NOTE: You may only begin the process 90 days prior to departure.
The visa procedure is as follows:
After receiving the non-refundable deposit that ensures your enrollment in the program, we mailed you two official acceptance letters, one in Italian and one in English. You will need these two letters to apply for your student visa.
Check with your study abroad advisor for the appropriate consulate. Some consulates will require you to go to a consulate near your official residence (i.e. the state/county on your driver's license) while other consulates will allow you to apply in the area that your school is in.
You need to contact the Italian consolate that serves the area where you reside. You can search online for "Consolato d'Italia" in your city. If you are in the US, we suggest that you check the American Italian Embassy website. Near the top, click on “Consulates in the USA” and find the Italian General Consulate in your area. Please note that usually you cannot apply for a visa at the adjunct consular offices; you will need to apply at the primary consulate for your state/county. Check the website of your specific consulate for a list of the required documents needed for a student visa. Consulate officials are VERY picky about having ALL REQUIRED INFORMATION.
You will most likely need:
* an application form from the consulate;
* a passport-sized photo;
* your flight itinerary;
* a signed and notarized statement from your parents assuming financial responsibility for you, and a statement from their bank(s) listing their current liquid assets, OR a note from your bank(s) stating that you have sufficient liquid assets to cover your expenses while in Italy. (the consulate will have more specific information concerning the minimum amount of required funds.)
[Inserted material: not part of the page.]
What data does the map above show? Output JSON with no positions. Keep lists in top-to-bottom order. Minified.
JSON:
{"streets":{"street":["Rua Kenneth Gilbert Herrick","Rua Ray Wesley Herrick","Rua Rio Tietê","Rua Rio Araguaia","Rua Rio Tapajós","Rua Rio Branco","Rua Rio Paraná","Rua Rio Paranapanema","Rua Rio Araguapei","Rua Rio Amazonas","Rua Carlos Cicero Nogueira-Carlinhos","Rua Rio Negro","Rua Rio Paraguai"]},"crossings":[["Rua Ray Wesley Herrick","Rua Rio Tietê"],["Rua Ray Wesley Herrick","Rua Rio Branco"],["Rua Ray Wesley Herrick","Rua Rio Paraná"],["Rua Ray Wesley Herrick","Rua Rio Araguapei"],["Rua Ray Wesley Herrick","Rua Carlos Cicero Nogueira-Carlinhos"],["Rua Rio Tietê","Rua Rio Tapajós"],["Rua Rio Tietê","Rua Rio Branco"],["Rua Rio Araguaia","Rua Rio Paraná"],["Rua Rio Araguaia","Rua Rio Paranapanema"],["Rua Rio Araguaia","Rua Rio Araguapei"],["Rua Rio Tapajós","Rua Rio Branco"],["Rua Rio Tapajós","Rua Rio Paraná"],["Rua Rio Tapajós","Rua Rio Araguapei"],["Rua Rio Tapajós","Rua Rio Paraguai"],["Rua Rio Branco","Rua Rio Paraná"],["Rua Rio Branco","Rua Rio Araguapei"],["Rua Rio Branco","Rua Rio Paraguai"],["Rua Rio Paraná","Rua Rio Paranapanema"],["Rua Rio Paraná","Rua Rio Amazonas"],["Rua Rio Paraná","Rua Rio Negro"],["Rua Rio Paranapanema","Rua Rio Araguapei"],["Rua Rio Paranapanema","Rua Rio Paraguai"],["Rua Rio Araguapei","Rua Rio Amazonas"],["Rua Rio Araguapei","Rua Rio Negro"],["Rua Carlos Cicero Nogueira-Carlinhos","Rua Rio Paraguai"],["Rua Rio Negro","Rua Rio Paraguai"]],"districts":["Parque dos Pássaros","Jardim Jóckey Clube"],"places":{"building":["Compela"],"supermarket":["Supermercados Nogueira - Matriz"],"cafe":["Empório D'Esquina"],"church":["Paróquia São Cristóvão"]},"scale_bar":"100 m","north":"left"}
* the two letters of acceptance sent from the Siena Art Institute (as mentioned above);
* a personalized letter from your college or university study abroad official;
* your passport, valid for the entire duration of your stay in Italy.
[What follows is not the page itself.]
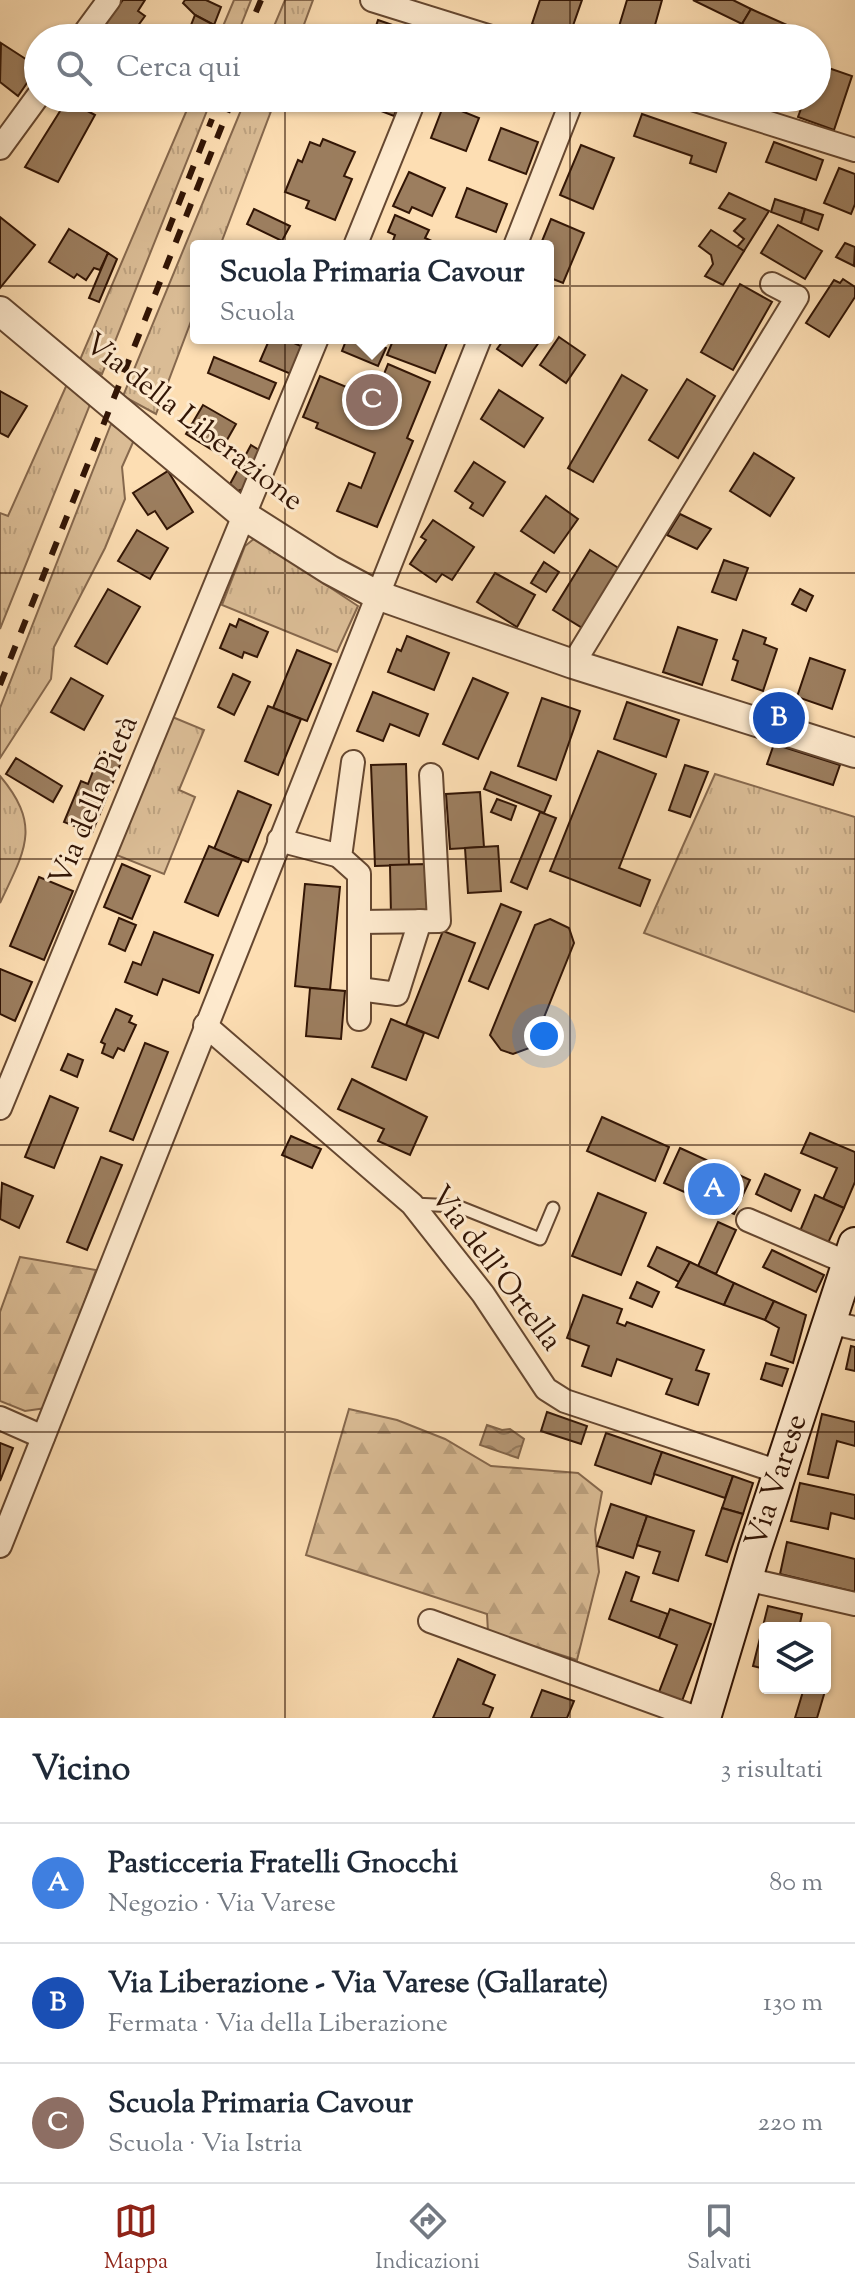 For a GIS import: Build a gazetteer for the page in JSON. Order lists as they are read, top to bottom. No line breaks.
{"streets":{"main road":["Via Varese"],"street":["Via della Liberazione","Via della Pietà","Via dell'Ortella"]},"crossings":[["Via della Liberazione","Via della Pietà"],["Via dell'Ortella","Via Varese"]],"page":{"search":"Cerca qui","popup":["Scuola Primaria Cavour","Scuola"],"pins":["C","B","A"],"heading":["Vicino","3 risultati"],"list":[{"mark":"A","name":"Pasticceria Fratelli Gnocchi","note":"Negozio · Via Varese","value":"80 m"},{"mark":"B","name":"Via Liberazione - Via Varese (Gallarate)","note":"Fermata · Via della Liberazione","value":"130 m"},{"mark":"C","name":"Scuola Primaria Cavour","note":"Scuola · Via Istria","value":"220 m"}],"nav":["Mappa","Indicazioni","Salvati"]}}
* a personalized letter from your health insurance provider with account number, date, and name of card holder, and the explicit statement that the policy will cover you abroad; OR a notarized insurance affidavit promising to purchase Italian student insurance upon your arrival in Siena.
It may happen that, even though you brought a letter from your insurance provider that explicitly states that you will be covered abroad, the consulate official will ask you to sign an affidavit which requires you to purchase an alternate insurance coverage plan upon arrival in Italy. If this happens, sign it, and upon your arrival we will determine if this is absolutely necessary.
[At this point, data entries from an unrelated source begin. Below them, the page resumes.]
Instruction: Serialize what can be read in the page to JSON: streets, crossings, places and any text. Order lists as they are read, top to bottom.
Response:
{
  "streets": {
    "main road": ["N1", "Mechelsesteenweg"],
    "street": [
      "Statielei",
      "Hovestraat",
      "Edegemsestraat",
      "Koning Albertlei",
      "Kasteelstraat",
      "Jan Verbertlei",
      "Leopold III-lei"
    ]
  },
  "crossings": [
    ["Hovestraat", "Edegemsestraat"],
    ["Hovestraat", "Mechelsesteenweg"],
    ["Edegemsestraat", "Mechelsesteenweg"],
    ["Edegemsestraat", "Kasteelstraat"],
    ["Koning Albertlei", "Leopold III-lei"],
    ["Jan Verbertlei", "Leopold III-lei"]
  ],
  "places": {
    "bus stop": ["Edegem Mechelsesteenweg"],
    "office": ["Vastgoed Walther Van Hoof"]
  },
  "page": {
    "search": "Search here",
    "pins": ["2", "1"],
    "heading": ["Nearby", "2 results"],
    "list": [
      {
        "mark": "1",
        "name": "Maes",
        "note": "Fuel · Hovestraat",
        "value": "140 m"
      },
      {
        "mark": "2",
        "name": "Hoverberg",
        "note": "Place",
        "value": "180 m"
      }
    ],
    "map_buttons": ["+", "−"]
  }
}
Again, check the site of the consulate you will visit to check what you need. Once the consulate has accepted all of your documents, your visa should be ready to pick up within a week. Some consulates will allow you to leave a postmarked envelope so they can send the passport back to you rather than you having to pick it up. Look at the consulate website for more information.
We understand that the student visa application process can be extremely frustrating and dehumanizing. Please don't let the inordinate amounts of red tape dissuade you from studying in Italy. It is worth the headache of the visa application process for the opportunity to come to Siena to create art, study, and experience all that Italy has to offer.